National teams come together for a very limited amount of time in a calendar season. Players who play for different clubs, in different systems and different styles all come together and have to quickly work as a collective to fetch results. The key then is to adapt early to the style that the coach wants to play. The collective that can adapt best is the collective that will do well in the long run.
In the case of both Brazil and Spain, their performances have been panned without perhaps giving enough credit to their opposition. Against Switzerland -- a team that historically they have struggled against -- Brazil’s famed attackers faced a Red defensive wall. On Friday, it took two very late goals to give them the three points. In Spain’s case, the wall was Iranian. This has been the trend of the World Cup. Underdog teams have come together as a collective fast, and adapted quickly.
Against Costa Rica, Brazil struggled to create anything for a majority of the game. The prime reason for this was their opponents’ superb defensive organisation. The Costa Ricans had eight or nine players regularly parading around their box, and all of them parked in their own half. In this case, it becomes extremely difficult as an attacking team to break down the spaces and create something.
Spain struggled against Iran in similar fashion. Despite racking up the highest number of passes for any team in the first half of that game, they had zero shots on target and had created almost next to nothing. In fact, the first chance of that game fell to Iran, and, my feeling is, if the shot had flown into the net rather than onto the side netting, Iran may have taken the three points and left Spain staring down the barrel. As it was, that didn’t happen.

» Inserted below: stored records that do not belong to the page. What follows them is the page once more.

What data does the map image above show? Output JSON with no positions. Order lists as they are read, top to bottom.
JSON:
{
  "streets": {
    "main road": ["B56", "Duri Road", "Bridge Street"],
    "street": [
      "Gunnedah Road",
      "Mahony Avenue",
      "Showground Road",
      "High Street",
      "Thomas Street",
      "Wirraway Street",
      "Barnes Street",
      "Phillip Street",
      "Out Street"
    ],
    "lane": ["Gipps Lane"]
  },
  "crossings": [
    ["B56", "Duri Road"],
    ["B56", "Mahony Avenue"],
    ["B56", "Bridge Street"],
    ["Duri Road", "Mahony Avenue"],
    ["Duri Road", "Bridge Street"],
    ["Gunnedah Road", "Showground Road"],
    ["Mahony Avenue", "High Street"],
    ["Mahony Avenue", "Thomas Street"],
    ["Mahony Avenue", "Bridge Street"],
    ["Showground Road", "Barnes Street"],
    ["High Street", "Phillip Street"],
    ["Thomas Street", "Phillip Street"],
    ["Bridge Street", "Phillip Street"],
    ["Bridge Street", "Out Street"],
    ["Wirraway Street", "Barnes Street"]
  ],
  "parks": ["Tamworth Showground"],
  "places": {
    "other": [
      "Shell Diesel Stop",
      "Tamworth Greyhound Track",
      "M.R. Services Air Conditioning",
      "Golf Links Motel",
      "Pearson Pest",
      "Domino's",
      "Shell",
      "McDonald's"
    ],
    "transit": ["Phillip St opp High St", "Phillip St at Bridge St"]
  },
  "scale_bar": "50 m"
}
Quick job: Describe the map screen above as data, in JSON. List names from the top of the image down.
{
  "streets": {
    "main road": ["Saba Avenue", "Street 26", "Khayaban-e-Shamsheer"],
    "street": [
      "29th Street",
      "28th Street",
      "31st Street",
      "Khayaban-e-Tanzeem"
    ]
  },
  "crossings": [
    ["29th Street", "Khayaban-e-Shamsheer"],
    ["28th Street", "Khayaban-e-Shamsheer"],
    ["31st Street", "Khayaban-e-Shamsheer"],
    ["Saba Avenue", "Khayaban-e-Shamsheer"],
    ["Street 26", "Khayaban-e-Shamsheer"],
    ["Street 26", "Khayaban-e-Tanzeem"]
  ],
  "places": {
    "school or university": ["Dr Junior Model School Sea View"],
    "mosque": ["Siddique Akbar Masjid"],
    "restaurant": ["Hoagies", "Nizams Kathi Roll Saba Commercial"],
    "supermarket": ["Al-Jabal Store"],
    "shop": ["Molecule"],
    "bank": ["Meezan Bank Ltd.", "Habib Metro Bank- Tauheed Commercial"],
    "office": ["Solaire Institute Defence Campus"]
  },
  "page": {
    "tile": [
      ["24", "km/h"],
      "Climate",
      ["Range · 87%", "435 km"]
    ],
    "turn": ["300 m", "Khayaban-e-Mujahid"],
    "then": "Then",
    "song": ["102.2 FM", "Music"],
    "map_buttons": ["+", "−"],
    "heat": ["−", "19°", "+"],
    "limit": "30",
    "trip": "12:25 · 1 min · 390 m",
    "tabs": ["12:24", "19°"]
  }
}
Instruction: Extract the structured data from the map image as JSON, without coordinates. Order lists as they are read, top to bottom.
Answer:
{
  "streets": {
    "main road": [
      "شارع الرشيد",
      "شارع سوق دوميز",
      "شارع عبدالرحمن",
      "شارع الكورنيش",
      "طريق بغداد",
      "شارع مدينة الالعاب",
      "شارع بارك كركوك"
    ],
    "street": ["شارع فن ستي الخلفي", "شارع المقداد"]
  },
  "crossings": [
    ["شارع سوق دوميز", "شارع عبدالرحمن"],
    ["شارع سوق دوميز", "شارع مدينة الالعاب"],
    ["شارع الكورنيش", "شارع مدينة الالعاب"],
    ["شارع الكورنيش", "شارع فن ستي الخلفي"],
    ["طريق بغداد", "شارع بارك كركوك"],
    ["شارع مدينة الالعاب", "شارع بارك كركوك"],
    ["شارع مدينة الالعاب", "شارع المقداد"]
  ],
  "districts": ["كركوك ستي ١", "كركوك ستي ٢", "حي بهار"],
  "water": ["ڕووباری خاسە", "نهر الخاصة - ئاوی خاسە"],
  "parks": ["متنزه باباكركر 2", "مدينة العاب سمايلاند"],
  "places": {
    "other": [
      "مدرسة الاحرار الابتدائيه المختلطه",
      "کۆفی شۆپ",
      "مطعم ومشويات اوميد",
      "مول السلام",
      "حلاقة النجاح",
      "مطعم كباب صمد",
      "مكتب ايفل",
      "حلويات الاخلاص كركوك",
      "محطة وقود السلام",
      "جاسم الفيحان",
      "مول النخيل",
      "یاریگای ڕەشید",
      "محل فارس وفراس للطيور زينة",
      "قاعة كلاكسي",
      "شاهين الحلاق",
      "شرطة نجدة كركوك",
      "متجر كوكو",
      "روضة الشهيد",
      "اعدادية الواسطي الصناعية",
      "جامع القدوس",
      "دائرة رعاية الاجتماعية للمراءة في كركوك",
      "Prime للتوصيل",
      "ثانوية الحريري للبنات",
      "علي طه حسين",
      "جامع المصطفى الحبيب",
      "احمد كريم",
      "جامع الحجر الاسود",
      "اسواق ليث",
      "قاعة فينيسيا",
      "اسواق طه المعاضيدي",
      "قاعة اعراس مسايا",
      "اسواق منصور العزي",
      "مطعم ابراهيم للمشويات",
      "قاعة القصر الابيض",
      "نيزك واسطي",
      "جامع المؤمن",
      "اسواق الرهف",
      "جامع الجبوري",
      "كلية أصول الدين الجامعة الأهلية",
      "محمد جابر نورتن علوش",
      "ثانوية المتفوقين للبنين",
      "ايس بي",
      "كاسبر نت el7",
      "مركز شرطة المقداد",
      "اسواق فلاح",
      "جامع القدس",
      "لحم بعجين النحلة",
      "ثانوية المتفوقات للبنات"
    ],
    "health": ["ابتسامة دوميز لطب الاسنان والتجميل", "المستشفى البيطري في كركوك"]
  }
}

But it illustrates the points I’m trying to make. Defensive organisation, a prime job of any coach, has been put on a pedestal in this World Cup. The credit for Iran’s tactical nous must go to Carlos Queiroz, their coach; the team has adapted to his style perfectly. The question though is: Will Iran be using this same style at the AFC Asian Cup next January when they play against opposition significantly lower than them? Obviously not. They will be expected to attack. And that can sometimes create problems.
Take the example of Iceland, a footballing nation that has within three years become famous for its resilient, dogged defensive collective structure. In any game they go into, they are usually playing counter attacking football, happy to absorb the pressure before converting the few chances that fall their way. Against Nigeria, though, they went in as favourites -- Nigeria being the youngest team at the World Cup -- and the onus to attack fell on them.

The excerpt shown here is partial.